The DataMartStore is responsible for retrieving aggregated data element and indicator data, and data from the temporary crosstabulated storage.

The CrossTabStore is responsible for creating, modifying and dropping the temporary crosstabulated table. The CrossTabService is responsible for populating the temporary crosstabulated table. This table is used in an intermediate step in the aggregation process. The raw data is de-normalized on the data element dimension, in other words the crosstabulated table gets one column for each data element. This step implies improved performance since the aggregation process can be executed against a table with a reduced number of rows compared to the raw data table.

The DataMartService is the central component in the data mart project and controls the aggregation process. The order of operations is:

  • Existing aggregated data for the selected parameters is deleted.

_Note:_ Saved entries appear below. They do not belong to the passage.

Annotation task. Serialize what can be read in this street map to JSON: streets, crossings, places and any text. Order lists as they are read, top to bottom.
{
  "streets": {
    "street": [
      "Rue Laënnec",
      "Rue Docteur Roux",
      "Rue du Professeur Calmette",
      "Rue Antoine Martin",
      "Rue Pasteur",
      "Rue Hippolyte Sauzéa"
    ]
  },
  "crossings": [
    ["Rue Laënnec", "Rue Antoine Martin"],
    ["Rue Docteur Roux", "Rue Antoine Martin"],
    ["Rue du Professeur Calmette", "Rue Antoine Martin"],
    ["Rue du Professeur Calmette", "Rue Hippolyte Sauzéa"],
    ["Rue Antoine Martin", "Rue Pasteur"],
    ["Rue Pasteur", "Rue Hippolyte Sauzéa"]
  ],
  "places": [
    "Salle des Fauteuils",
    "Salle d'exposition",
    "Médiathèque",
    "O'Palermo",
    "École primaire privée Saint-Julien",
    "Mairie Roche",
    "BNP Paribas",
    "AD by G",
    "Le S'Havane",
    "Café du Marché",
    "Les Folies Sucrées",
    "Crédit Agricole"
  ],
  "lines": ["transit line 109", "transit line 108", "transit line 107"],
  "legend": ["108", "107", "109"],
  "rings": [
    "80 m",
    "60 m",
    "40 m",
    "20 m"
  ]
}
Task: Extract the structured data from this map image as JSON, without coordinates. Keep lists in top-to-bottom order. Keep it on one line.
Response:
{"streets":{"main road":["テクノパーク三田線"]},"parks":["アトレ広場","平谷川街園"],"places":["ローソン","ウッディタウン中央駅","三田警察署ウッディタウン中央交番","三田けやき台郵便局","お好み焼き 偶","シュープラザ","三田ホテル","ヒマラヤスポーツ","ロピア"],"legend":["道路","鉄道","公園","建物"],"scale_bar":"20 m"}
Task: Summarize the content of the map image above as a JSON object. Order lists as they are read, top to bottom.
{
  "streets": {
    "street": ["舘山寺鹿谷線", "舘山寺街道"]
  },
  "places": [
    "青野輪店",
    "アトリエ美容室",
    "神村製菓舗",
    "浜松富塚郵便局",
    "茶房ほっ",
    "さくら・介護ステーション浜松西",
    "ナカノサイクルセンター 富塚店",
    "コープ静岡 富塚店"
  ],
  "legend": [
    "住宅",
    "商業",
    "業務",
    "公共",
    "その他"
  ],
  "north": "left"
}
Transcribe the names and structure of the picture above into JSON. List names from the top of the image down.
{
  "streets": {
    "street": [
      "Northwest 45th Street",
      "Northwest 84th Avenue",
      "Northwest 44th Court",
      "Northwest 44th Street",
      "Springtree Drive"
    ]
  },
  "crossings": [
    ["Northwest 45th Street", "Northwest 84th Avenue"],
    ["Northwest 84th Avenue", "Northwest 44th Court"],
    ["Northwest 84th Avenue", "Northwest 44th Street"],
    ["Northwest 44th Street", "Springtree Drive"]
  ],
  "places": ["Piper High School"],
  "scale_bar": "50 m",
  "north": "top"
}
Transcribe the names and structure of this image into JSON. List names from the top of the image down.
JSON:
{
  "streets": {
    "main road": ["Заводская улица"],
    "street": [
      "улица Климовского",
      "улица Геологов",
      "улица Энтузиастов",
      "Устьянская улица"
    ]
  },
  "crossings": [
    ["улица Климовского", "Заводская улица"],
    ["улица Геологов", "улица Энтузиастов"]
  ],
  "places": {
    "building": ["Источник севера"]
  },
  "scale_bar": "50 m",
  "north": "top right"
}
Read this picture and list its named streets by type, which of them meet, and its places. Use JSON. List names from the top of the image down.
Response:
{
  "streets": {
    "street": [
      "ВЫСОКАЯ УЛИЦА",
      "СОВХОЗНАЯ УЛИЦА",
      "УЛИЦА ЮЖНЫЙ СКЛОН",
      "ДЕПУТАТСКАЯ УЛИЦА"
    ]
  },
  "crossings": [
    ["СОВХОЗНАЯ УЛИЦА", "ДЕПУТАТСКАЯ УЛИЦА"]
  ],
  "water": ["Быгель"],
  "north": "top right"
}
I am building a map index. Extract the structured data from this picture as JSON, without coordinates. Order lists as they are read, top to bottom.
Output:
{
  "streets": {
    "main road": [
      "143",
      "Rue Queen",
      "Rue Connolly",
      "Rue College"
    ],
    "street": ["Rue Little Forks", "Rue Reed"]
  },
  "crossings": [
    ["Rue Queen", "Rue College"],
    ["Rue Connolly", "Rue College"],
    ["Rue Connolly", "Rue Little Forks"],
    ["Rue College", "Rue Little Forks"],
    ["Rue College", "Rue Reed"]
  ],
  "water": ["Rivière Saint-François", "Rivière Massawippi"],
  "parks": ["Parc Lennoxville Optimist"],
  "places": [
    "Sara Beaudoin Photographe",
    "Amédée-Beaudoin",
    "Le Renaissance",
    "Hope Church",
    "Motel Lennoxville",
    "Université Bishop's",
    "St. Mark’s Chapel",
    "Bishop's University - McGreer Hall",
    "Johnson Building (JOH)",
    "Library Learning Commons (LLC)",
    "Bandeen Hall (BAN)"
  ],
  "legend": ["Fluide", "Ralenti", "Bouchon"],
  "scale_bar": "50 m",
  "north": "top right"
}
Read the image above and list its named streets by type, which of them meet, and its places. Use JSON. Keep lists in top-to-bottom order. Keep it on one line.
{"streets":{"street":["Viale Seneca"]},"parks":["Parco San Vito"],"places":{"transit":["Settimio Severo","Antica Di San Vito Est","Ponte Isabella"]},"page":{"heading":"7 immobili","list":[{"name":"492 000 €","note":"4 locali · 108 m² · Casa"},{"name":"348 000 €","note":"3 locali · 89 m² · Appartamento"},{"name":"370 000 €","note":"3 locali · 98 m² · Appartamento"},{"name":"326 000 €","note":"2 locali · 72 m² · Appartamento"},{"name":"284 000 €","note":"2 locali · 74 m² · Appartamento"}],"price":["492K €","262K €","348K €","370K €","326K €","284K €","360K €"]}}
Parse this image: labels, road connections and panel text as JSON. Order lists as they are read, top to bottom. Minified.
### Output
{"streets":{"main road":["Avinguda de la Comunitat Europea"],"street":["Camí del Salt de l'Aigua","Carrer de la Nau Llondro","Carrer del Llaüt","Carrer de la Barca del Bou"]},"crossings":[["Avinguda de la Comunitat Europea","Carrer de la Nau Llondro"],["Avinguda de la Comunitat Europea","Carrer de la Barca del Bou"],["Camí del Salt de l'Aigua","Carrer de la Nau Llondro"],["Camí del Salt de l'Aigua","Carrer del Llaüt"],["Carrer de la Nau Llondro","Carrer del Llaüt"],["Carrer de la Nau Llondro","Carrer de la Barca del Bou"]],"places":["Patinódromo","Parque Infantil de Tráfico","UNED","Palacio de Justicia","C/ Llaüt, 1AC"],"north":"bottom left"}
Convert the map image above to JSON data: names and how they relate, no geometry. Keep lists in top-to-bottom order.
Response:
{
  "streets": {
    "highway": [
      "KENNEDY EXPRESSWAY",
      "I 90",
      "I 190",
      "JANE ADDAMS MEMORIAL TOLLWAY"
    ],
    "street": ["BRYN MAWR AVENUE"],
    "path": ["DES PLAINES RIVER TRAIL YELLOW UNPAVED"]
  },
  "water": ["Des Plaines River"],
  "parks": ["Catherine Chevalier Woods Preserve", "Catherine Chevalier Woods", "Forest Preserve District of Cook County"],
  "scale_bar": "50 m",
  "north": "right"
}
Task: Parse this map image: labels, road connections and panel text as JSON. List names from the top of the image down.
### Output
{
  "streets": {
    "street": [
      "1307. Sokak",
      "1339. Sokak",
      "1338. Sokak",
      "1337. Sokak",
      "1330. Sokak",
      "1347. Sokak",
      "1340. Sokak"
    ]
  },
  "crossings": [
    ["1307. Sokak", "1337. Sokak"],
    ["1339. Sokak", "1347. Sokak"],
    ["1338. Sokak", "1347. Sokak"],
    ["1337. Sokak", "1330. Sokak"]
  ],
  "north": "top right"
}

  • The temporary crosstabulated table is created and populated using the CrossTabService component.

  • Data element data for the previously mentioned valid variants is exported to the data mart using the DataElementDataMart component.

  • Indicator data is exported to the data mart using the IndicatorDataMart component.

  • Calculated data element data is exported to the data mart using the CalculatedDataElementDataMart component.

  • The temporary crosstabulated table is removed.

The data element tables are called “aggregateddatavalue” and “aggregatedindicatorvalue” and are used both inside DHIS 2 for e.g. report tables and by third-party reporting applications like MS Excel.

E.6.4. The Reporting Project

The reporting project contains components related to reporting, which will be described in the following sections.

E.6.4.1. Report table

The ReportTable object represents a crosstabulated database table. The table can be crosstabulated on any number of its three dimensions, which are the descriptive dimension (which can hold data elements, indicators, or data set completeness), period dimension, and organisation unit dimension. The purpose is to be able to customize tables for later use either in third-party reporting tools like BIRT or directly in output formats like PDF or HTML inside the system. Most of the logic related to crosstabulation is located in the ReportTable object. A ReportTable can hold:

  • Any number of data elements, indicators, data sets, periods, and organisation units.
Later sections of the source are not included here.